Il faut des mots pour penser, sans eux les idées restent brutes, sourdes et fumeuses.
Il faut des mots pour penser, sans eux les idées restent brutes, sourdes et fumeuses.
Terrain vague, salon classique, paysage romantique, espace intime, rue gouailleuse, place pudique, chambre à soi, ville invisible, champ d'été. La langue est le lieu de tous les lieux.
Les mots figent les pensées, bien sûr, et durcissent les sentiments qui ne sont que des ombres molles et fugaces.
Petits trucs mnémotechniques pour ne plus hésiter sur le genre de quelques mots.
Apogée est masculin. Facile à retenir : son initiale a- est la deuxième lettre de mAsculin, sa dernière lettre -e est la dernière lettre de hommE et quand on renverse les trois lettres centrales -ogé- ça donne égo, qui est très masculin aussi.
Épithète est féminin. Encore plus facile : on rajoute un f au début, on change le p en m et on obtient fémi ; évidemment, on peut aussi penser à Pithiviers qui a vu naître l’une des plus féminines de nos actrices, Vahina Giocante ; si ça ne suffit pas, on peut encore rapprocher –thète de tète ou téton (il faut éviter de penser à têtue, qui nous éloigne et risque de créer une polémique peu pédagogique).
Notez que les meilleurs trucs sont ceux que l’on invente soi-même, je vous laisse donc poursuivre.
Le langage est fragile de sa puissance. Il peut tant. Comme la mer, comme l’amour, il sait porter si loin les désirs et les rêves. Et comme la mer, comme l’amour, il se retrouve parfois embringué dans les coups les plus foireux. Sans résistance. Monstrueusement sublime.
Au commencement était le verbe, fier, sain, sobre et toujours conjugué par quelque chasseur ou conteur, puis sont venus les noms propres et leurs gros propriétaires, les pronoms et leur petit personnel, les adverbes vraiment maniérés et les adjectifs attribuant tout ce que l’on peut posséder.
Le langage est devenu une belle vitrine.
Un monde sans langage ne serait pas doucement silencieux, il serait braillard, hostile, dissonant, étroit, confus, fade, désordonné, dangereux et bavard, terriblement bavard. Il fallait, pour faire parler le monde, le faire taire.
À la différence du bois, plus le discours est creux, plus il est lourd.
Parfois le bruit des mots couvre leur sens.
Mes mots sont les éclats d’un être dont je ne suis que le rêve.
Au commencement étaient le verbe et l’amour libre.
Plus tard vint l’accord du participe passé.
On n’admire pas assez les fabricants de mots, ceux qui ont pensé à faire rimer, par exemple, dieux et cieux, gargantuesque et sardanapalesque, mollesse et fesse, Billie Holiday et Johnny Hallyday, c’est souvent pertinent et imagé.
Bien sûr, il y a quelques ratés ; je m’étonne qu’ils aient laissé passer Bernadette et galipette (une vengeance mesquine sans doute) ou Versaillaise et merguez !
L’immigration massive continue.
Prenez jogging, pourquoi laisser passer cet étranger, casse-tête orthographique de surcroît, alors que nous avions déjà le très français, très clair et très populaire footing.

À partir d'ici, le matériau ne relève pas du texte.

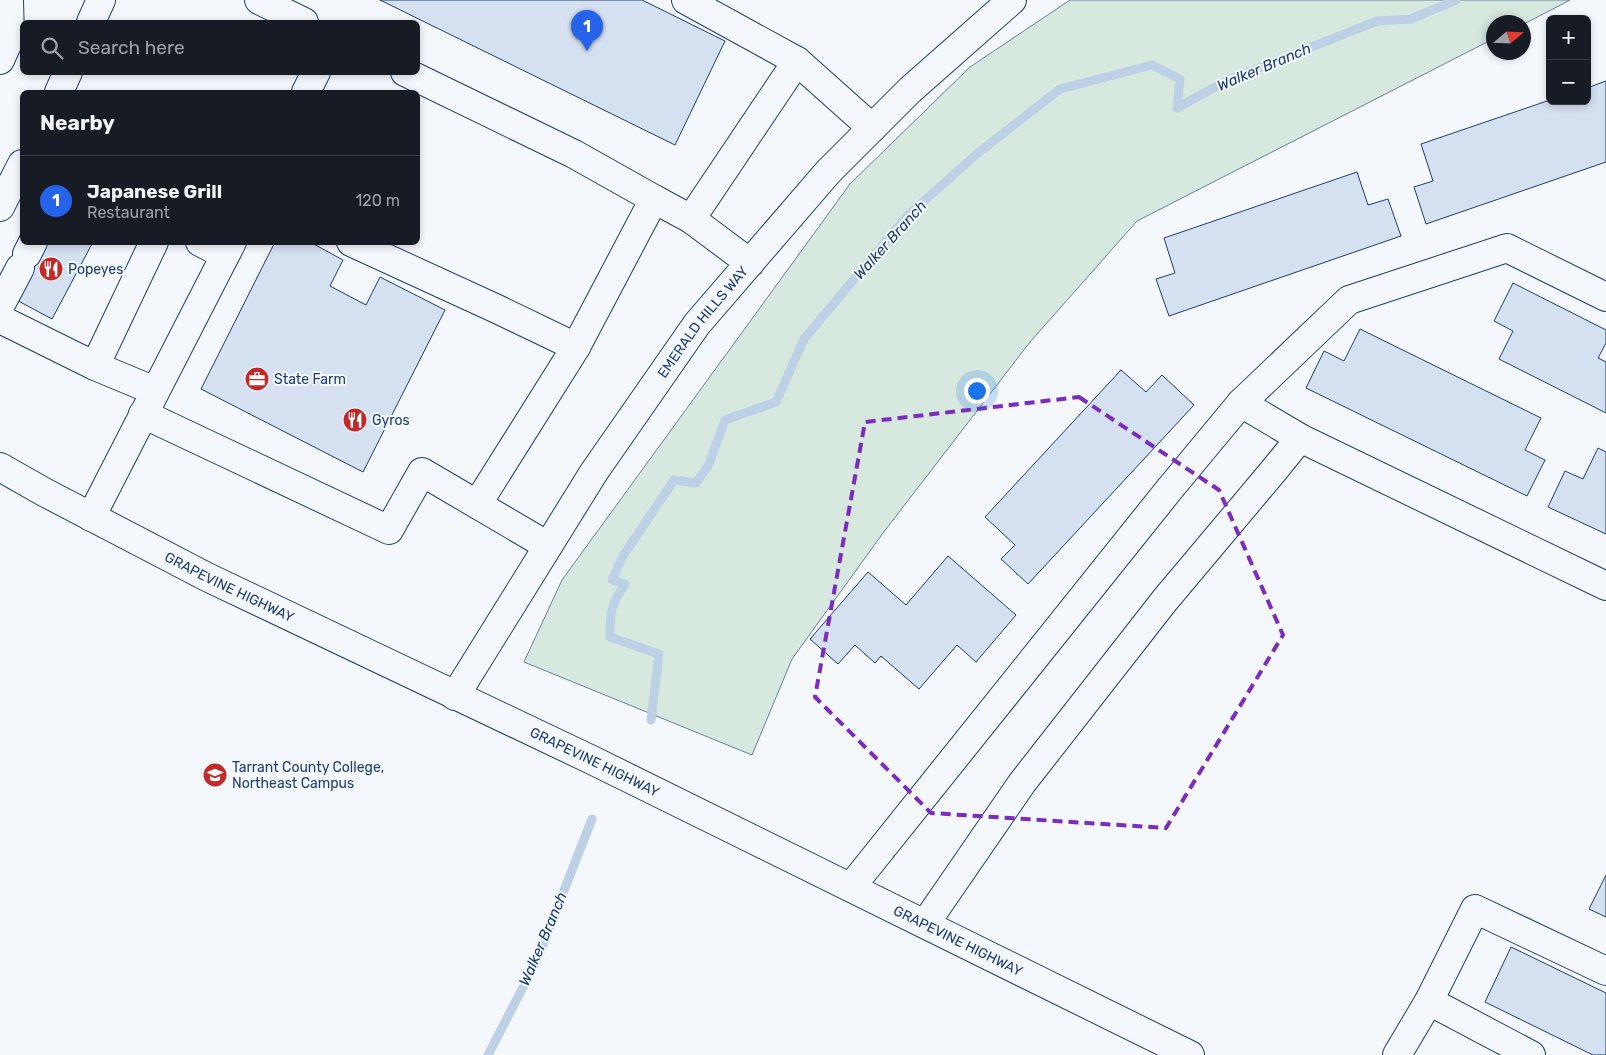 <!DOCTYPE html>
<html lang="en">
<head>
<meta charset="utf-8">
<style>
  :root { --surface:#171b24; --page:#20242c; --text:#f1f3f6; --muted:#9ea1a6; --line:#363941; --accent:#2563eb }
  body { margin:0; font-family:Rubik,sans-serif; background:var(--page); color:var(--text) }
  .controls { position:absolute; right:15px; top:15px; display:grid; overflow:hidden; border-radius:8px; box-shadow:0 2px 8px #0003 }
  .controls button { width:45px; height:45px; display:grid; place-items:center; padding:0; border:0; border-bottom:1px solid var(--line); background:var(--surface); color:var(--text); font:25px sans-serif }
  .compass { position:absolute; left:1486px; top:15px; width:45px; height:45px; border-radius:50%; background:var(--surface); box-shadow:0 2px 8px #0003; rotate:71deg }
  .you { position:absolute; left:976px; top:390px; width:18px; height:18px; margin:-12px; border:4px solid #fff; border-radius:50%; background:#1a73e8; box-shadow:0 0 0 8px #1a73e833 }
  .badge { display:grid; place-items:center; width:32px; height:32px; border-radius:50%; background:var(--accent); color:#fff; font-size:16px; font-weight:700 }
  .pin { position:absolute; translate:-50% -41px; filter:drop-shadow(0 1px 2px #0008) }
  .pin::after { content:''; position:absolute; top:26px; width:18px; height:15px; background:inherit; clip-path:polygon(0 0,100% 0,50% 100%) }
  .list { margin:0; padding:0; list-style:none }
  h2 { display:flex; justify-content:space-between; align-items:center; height:65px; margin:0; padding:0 20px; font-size:21px }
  h2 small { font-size:16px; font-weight:400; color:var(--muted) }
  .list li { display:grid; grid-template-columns:32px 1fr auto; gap:15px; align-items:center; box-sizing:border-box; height:90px; padding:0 20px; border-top:1px solid var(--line) }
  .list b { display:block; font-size:19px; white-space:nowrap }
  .list p { margin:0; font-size:16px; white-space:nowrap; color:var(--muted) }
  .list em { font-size:16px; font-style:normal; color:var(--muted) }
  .icon { flex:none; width:28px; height:28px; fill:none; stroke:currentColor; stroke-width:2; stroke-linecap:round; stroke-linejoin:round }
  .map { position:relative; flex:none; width:1606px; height:1055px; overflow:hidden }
  .search { position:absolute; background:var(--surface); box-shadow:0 2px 8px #0003; left:20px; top:20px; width:400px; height:55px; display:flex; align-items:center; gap:12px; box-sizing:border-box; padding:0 18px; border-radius:8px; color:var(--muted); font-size:19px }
  .panel { position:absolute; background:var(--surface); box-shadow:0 2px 8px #0003; left:20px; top:90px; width:400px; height:155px; border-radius:8px }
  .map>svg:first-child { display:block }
  .green { fill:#d7e8df; stroke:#687fa3 }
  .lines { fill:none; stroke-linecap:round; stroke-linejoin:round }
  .stream { stroke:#bed0e5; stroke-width:9 }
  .building { fill:#d5e0f0; stroke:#1d3f73 }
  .minor-casing { stroke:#1d3f73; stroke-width:30 }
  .major-casing { stroke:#1d3f73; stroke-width:30 }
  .minor { stroke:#f4f7fb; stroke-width:28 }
  .major { stroke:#f4f7fb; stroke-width:28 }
  .marked { fill:none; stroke:#7b2cbf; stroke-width:4; stroke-dasharray:10 6; stroke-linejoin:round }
  .labels { text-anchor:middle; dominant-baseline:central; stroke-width:4; stroke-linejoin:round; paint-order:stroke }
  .poi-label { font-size:14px; fill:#1d3f73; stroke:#f4f7fb; text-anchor:start }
  .street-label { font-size:14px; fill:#1d3f73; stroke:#f4f7fb }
  .water-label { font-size:15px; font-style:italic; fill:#1d3f73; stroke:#f4f7fb }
</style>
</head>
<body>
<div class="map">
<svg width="1606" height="1055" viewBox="0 0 1606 1055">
  <rect width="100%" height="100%" fill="#f4f7fb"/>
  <polygon class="green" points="1070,0 1570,0 1524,24 1524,22 1494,22 1493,39 1137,221 1030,342 883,533 792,659 752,755 524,662 562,580 850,184 970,67"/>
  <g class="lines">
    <g class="stream">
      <path d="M651 720 659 654 610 637C610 611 611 605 625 584L612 580 623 556 674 480 696 483 708 466 725 420 776 402 804 339 907 216 978 153 1060 89 1152 65 1180 79 1177 108 1226 81 1377 21 1411 19 1456 0"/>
      <polyline points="488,1055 536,962 592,819"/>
    </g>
  </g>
  <g class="building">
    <polygon points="380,0 642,0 725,41 675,145"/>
    <polygon points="1606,81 1606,162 1426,224 1414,187 1433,181 1421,144 1550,100 1587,101 1587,88"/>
    <polygon points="1357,172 1368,205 1388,199 1401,236 1169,316 1156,279 1175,273 1164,238"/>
    <polygon points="37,242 93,242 52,319 9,296"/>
    <polygon points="275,242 310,242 343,260 330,286 366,305 380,277 445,310 363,472 201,389"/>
    <polygon points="1513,283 1606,330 1606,343 1598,358 1606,362 1606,413 1499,359 1513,331 1494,321"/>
    <polygon points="1360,329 1541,418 1525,450 1545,460 1527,496 1306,388 1324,351 1344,361"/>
    <polygon points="1121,370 1146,392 1162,375 1194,405 1028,584 1001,559 1015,545 985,517"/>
    <polygon points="1598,448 1606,452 1606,534 1548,507 1565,471 1583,479"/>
    <polygon points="948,556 1016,615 976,662 957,645 919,689 881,656 875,663 855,645 838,664 810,639 868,572 906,605"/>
    <polygon points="1606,875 1606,917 1589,909"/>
    <polygon points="1511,947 1606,993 1606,1055 1593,1055 1485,1002"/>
  </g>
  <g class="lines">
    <defs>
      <g id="minor">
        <polyline points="259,0 304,22"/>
        <polyline points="686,0 797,61"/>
        <polyline points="91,22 101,0"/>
        <polyline points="0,60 10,38 9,0"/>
        <polyline points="405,72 574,154 654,199"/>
        <polyline points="59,92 68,72"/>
        <polyline points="306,92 316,72"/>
        <polyline points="0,207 22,164"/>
        <polyline points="691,219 797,61 872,128"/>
        <polyline points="200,242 225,255"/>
        <polyline points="351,242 497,309 576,347 654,199 691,219 750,263"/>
        <polyline points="27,254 33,242"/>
        <polyline points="0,306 20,268"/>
        <polyline points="0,319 95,366 155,391"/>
        <polyline points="95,366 154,242"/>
        <polyline points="1241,403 1300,438 1606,586"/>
        <polyline points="143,414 389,530 422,472 548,546"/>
        <polyline points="478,503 576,347"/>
        <polyline points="91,517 232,242"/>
        <path id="s1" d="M455 696 594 472 697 324 828 172 910 90 1012 0"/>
        <polyline points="851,887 1168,491 1241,403 1349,300 1507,248 1606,297"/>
        <polyline points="925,924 1022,783 1165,600 1275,469 1300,438"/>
        <polyline points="1429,1001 1531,1055"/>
        <polyline points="1397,1055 1429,1001 1475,909 1606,971"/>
      </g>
      <g id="major">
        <path id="s2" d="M0 467 44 492 207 577 594 761 1190 1055"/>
      </g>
    </defs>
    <use href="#minor" class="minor-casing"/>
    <use href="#major" class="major-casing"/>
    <use href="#minor" class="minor"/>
    <use href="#major" class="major"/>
  </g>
  <path class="marked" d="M1079 397 1219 490 1283 635 1166 828 931 813 815 697 865 422Z"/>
  <defs>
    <symbol id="restaurant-disc" viewBox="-11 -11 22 22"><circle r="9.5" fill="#c62828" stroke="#f4f7fb"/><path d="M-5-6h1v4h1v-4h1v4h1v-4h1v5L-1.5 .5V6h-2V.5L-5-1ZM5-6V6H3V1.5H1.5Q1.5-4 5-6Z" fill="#fff"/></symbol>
    <symbol id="office-disc" viewBox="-11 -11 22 22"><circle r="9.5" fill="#c62828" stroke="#f4f7fb"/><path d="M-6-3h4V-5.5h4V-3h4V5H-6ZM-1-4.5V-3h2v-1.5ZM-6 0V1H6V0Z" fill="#fff"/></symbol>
    <symbol id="university-disc" viewBox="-11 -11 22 22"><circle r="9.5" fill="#c62828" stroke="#f4f7fb"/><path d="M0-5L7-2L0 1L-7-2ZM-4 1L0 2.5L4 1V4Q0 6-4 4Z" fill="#fff"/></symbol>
  </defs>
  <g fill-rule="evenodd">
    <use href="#restaurant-disc" x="37" y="255" width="28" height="28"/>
    <use href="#office-disc" x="243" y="365" width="28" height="28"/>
    <use href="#restaurant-disc" x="341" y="406" width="28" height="28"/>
    <use href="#university-disc" x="201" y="761" width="28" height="28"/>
  </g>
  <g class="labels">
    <g class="poi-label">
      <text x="68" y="269">Popeyes</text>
      <text x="274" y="379">State Farm</text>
      <text x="372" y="420">Gyros</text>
      <text x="232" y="767">Tarrant County College,<tspan x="232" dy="16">Northeast Campus</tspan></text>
    </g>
    <g class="street-label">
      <text stroke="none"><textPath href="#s1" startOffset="449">EMERALD HILLS WAY</textPath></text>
      <text stroke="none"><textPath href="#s2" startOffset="259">GRAPEVINE HIGHWAY</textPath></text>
      <text stroke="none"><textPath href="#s2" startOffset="664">GRAPEVINE HIGHWAY</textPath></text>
      <text stroke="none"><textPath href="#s2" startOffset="1069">GRAPEVINE HIGHWAY</textPath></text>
    </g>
    <g class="water-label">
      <text transform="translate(1264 67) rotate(-23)">Walker Branch</text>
      <text transform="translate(890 240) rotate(-48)">Walker Branch</text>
      <text transform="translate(543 939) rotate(-67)">Walker Branch</text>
    </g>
  </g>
</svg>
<div class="controls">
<button>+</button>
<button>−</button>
</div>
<svg class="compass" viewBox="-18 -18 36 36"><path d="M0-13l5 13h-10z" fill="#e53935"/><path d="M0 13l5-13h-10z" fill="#9ea1a6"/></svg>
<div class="you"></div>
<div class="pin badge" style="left:587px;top:51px">1</div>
<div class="search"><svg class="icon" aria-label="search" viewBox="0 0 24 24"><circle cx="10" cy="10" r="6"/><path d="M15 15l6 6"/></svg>Search here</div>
<section class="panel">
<h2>Nearby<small></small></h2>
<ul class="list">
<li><span class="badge">1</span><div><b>Japanese Grill</b><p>Restaurant</p></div><em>120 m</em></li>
</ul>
</section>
</div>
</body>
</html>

Mais on me signale que déjà le running arrive. Voyez comme ils sont vites et nombreux ces clandestins !
Dialoguer, c’est exposer l’étranger que l’on cache tous en soi et entendre le frère que tout étranger cache en lui.
Certains prennent la parole pour parler, d’autres, plus nombreux, parlent pour prendre la parole.
Faire taire n'est pas pacifier ; laisser parler n'est pas libérer.
Il y a ceux qui parlent pour ne rien dire.
Il y a ceux qui disent sans se parler.
Au commencement était le signe – juste après le singe.
L’écoute est la vertu de la parole.
Un peu comme un artiste, qui amuse ou intéresse d'abord, puis agace ensuite, pour finalement sombrer dans l'indifférence, elle va finir par se vexer.
Je ne suis pas un objet, ni un meuble, j'ai une âme aussi, hurlerait-elle, si elle avait la parole, la langue.